Índias levam bandeiras feministas às aldeias e assumem dianteira do movimento
BBC Brasil
"Letícia Yawanawá e Nazaré Apurinã (foto: BBC Brasil)"
Nascidas
em aldeias indígenas no Acre, Letícia Yawanawá, 49 anos, e Nazaré
Apurinã, 48, mudaram-se para Rio Branco nos anos 1980 para acompanhar os
maridos, que despontavam como líderes em suas comunidades e buscavam
completar os estudos na capital do Estado.
Por influência deles,
começaram a se interessar pelo movimento indígena, que à época
pressionava o governo pela demarcação de terras. Mas num dos primeiros
encontros que presenciaram, entre líderes da hoje extinta União das
Nações Indígenas do Acre e Sul do Amazonas (UNI), elas estranharam a
composição da mesa de debates.
'Havia mulheres trabalhando como
secretárias, assessoras, mas eram todas brancas', lembra Yawanawá.
'Então questionamos por que não poderíamos participar.'
A
reivindicação cresceu e, em 1996, Yawanawá e Apurinã resolveram se unir a
outras duas índias para discutir formas de melhorar a vida de mulheres
nas comunidades.
'Pela tradição, não tínhamos autonomia nas
aldeias. Mas quando os líderes viajavam para a cidade para participar de
reuniões, quem ficava tomando conta éramos nós. Precisávamos ter mais
voz', diz Apurinã.
Entre os pleitos do grupo estava fazer com que
as mulheres pudessem participar de decisões que vão desde a escolha do
local para o roçado à definição do líder do grupo.
Início
O início não foi fácil, porém. Apurinã diz que os homens encararam o gesto como uma afronta.
Para
pôr fim à desconfiança, elas convidaram os homens ao primeiro grande
encontro da organização, em 1998, no qual 200 índias compareceram.

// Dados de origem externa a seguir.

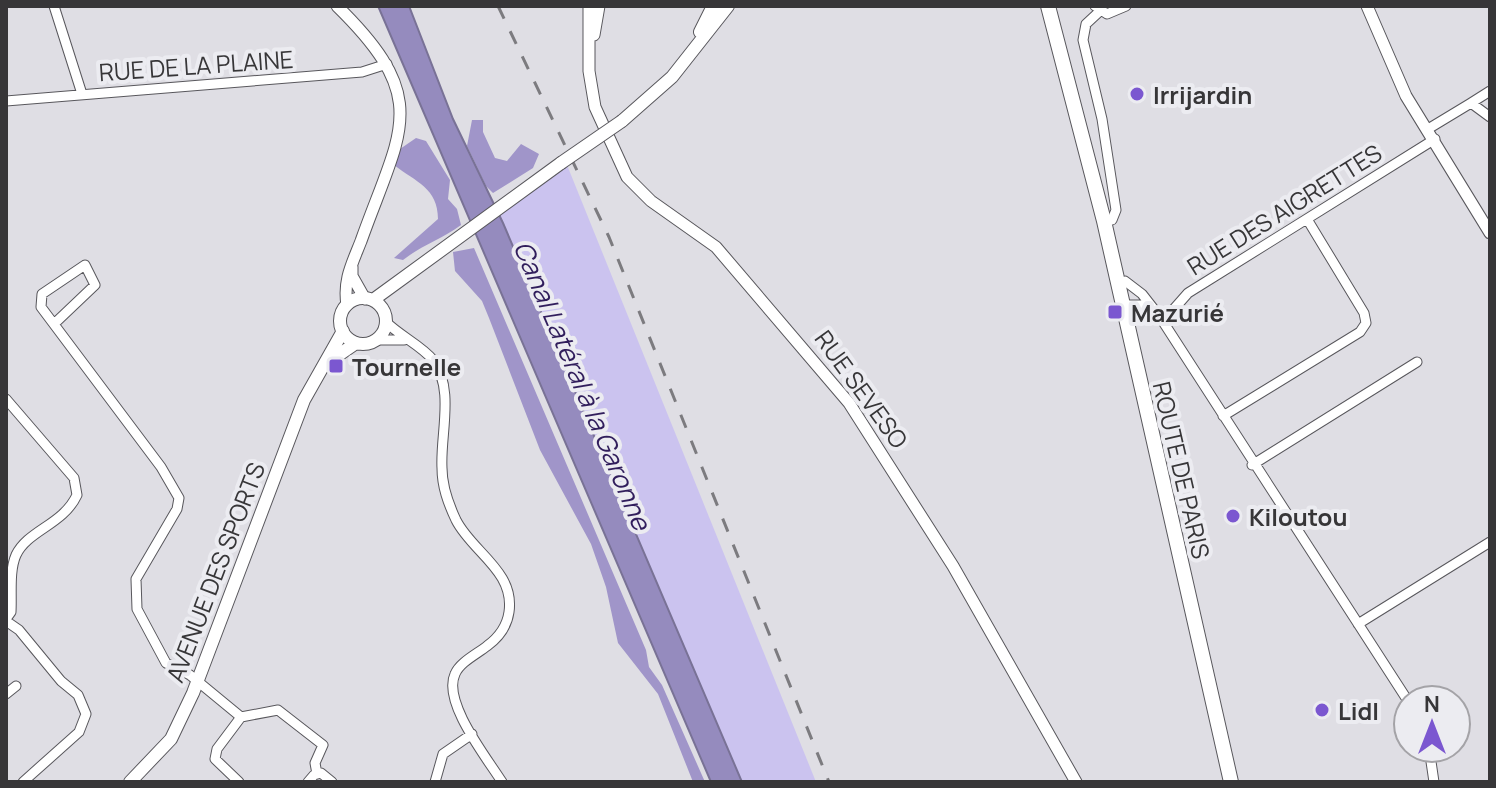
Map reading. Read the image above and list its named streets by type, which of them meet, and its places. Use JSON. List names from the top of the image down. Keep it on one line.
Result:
{"streets":{"main road":["ROUTE DE PARIS","AVENUE DES SPORTS"],"street":["RUE DE LA PLAINE","RUE DES AIGRETTES","RUE SEVESO"]},"water":["Canal Latéral à la Garonne"],"places":{"other":["Irrijardin","Kiloutou","Lidl"],"transit":["Mazurié","Tournelle"]},"north":"top"}
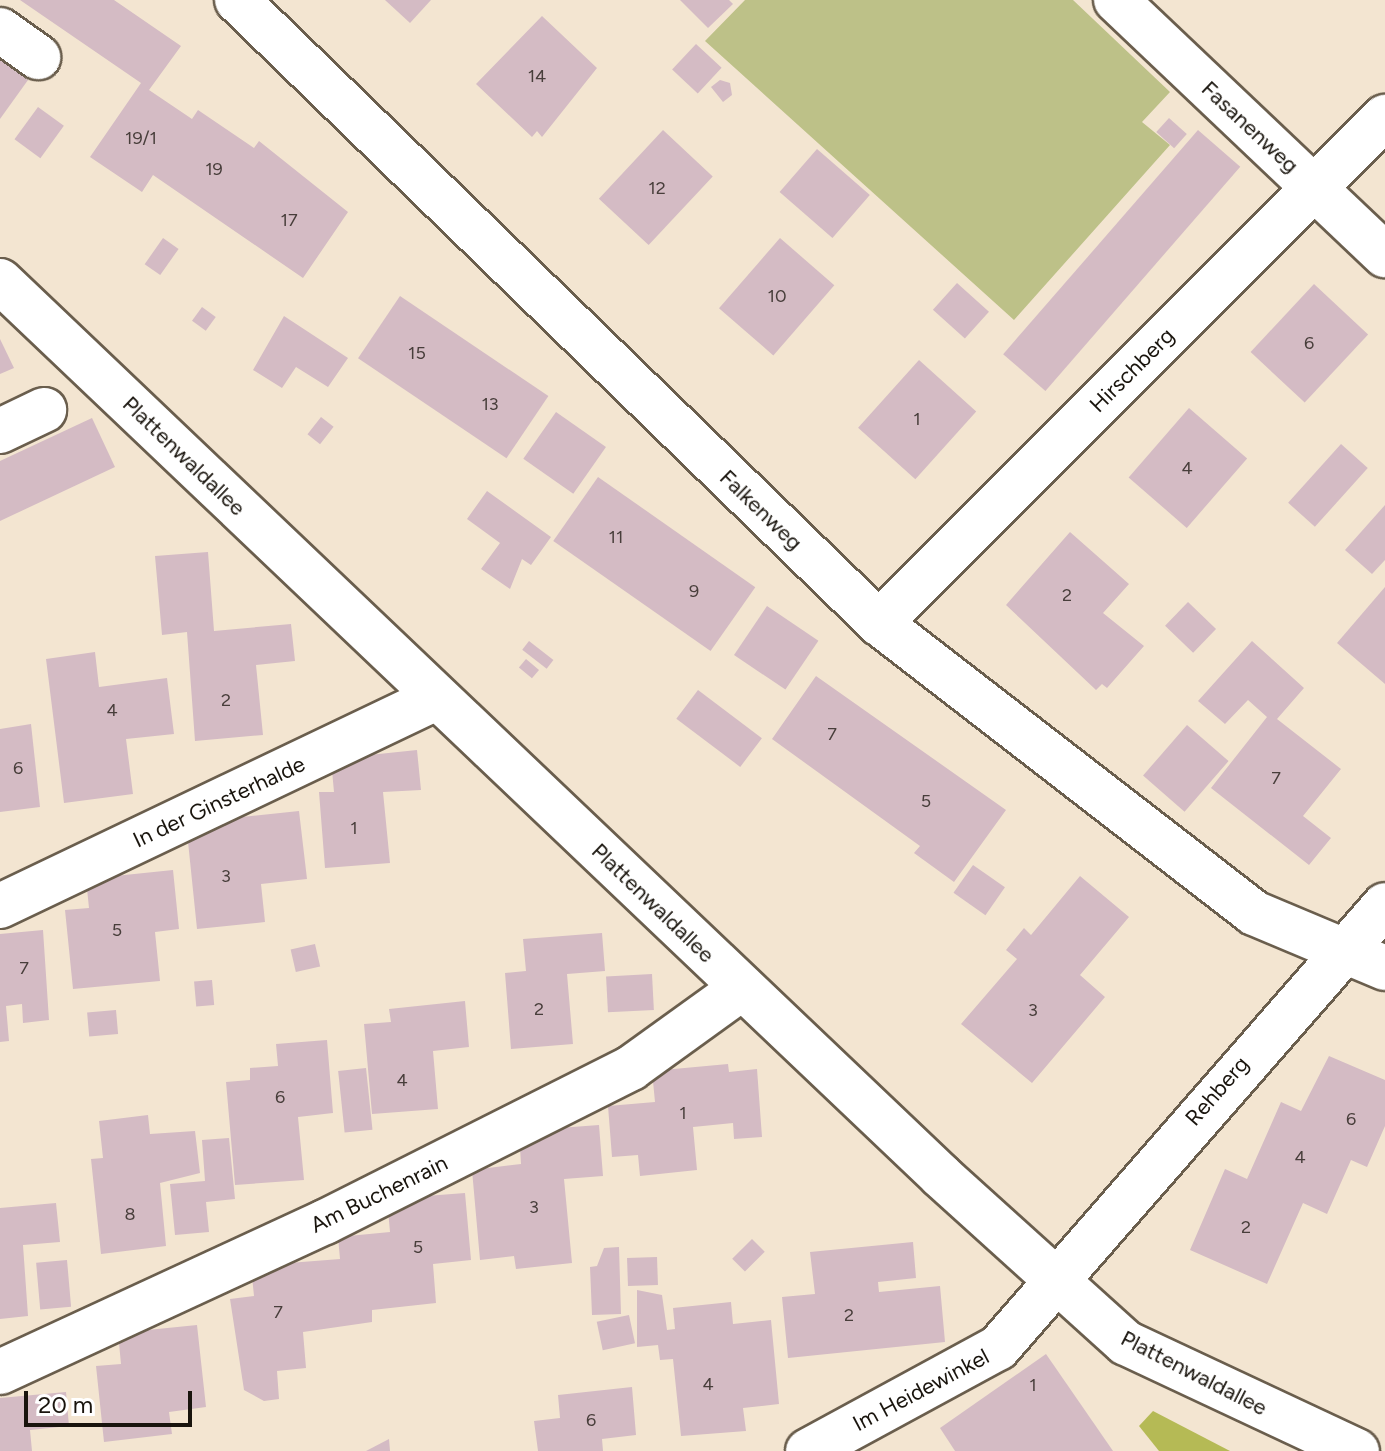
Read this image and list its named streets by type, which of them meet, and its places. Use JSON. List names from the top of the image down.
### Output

'Queríamos mostrar que nosso objetivo não era competir, mas somar
forças', afirma Apurinã.
As reuniões prosseguiram e, seis anos
depois, o grupo foi formalizado com a criação da Organização das
Mulheres Indígenas do Acre, Sul do Amazonas e Noroeste de Rondônia
(Sitoakare), que hoje tem Apurinã como coordenadora e Yawanawá como
vice.
Hoje, passados 16 anos desde o início de sua luta, elas
dizem que a situação das mulheres nas aldeias ainda deixa muito a
desejar.
'Mas já há mulheres caciques e pajés. E passamos a influenciar nas decisões', afirma Apurinã.
'É
difícil deixar um filho na aldeia, com o pai, para participar de um
encontro em cidade, mas isso já começa a ser feito. O movimento nos fez
sair das quatro paredes.'
Causas tradicionais
Além de pregar
mais voz para as mulheres nas comunidades, o grupo tem atuado em prol
de causas indígenas tradicionais, como demarcação de terras e melhores
condições de educação e saúde. E com a extinção em 2005 da UNI, a
principal organização indígena da região, afundada em acusações de
desvio de recursos destinados à saúde indígena, elas têm assumido a
dianteira do movimento.
Segundo Apurinã, ainda há 17 Terras
Indígenas a serem demarcadas na região. Quanto às condições de saúde nas
aldeias, diz que são precárias porque o governo não aplica os recursos
disponíveis.
'Visitamos comunidades em que todos estão doentes.
Não dá para convidá-los a participar de nada', afirma, queixando-se da
falta de medicamentos nas unidades de apoio mais próximas das aldeias e
dos longos intervalos entre visitas de agentes de saúde.
'Quando um índio que não fala português direito vai a um hospital, há dificuldade imensa para fazer o diagnóstico', diz.
Ela cita ainda problemas de saneamento básico nas aldeias e poluição nos rios, que têm provocado doenças entre os índios.
A educação também recebe críticas: segundo Apurinã, apenas cerca de 10% das aldeias têm escolas até o ensino médio.
'Não
há incentivo para que os jovens façam faculdade. Quem vai à cidade fica
por conta própria, sem apoio algum. Tem que limpar quintal para ganhar
algum dinheiro, e às vezes volta para a aldeia antes de concluir o
curso', conta.
Com o espaço conquistado nos últimos anos, as
líderes dizem ter recebido propostas para trabalhar no governo. Mas
recusaram: 'Preferimos continuar no movimento, às vezes sem ter dinheiro
para comer, mas também sem rabo preso', diz Yawanawá.
'Muitos
líderes tradicionais foram aliciados pelo governo para se calar, em
troca de um salário. Mas, nas aldeias, apontam para a gente e dizem:
vocês são nossa esperança. Isso nos dá forças', relata.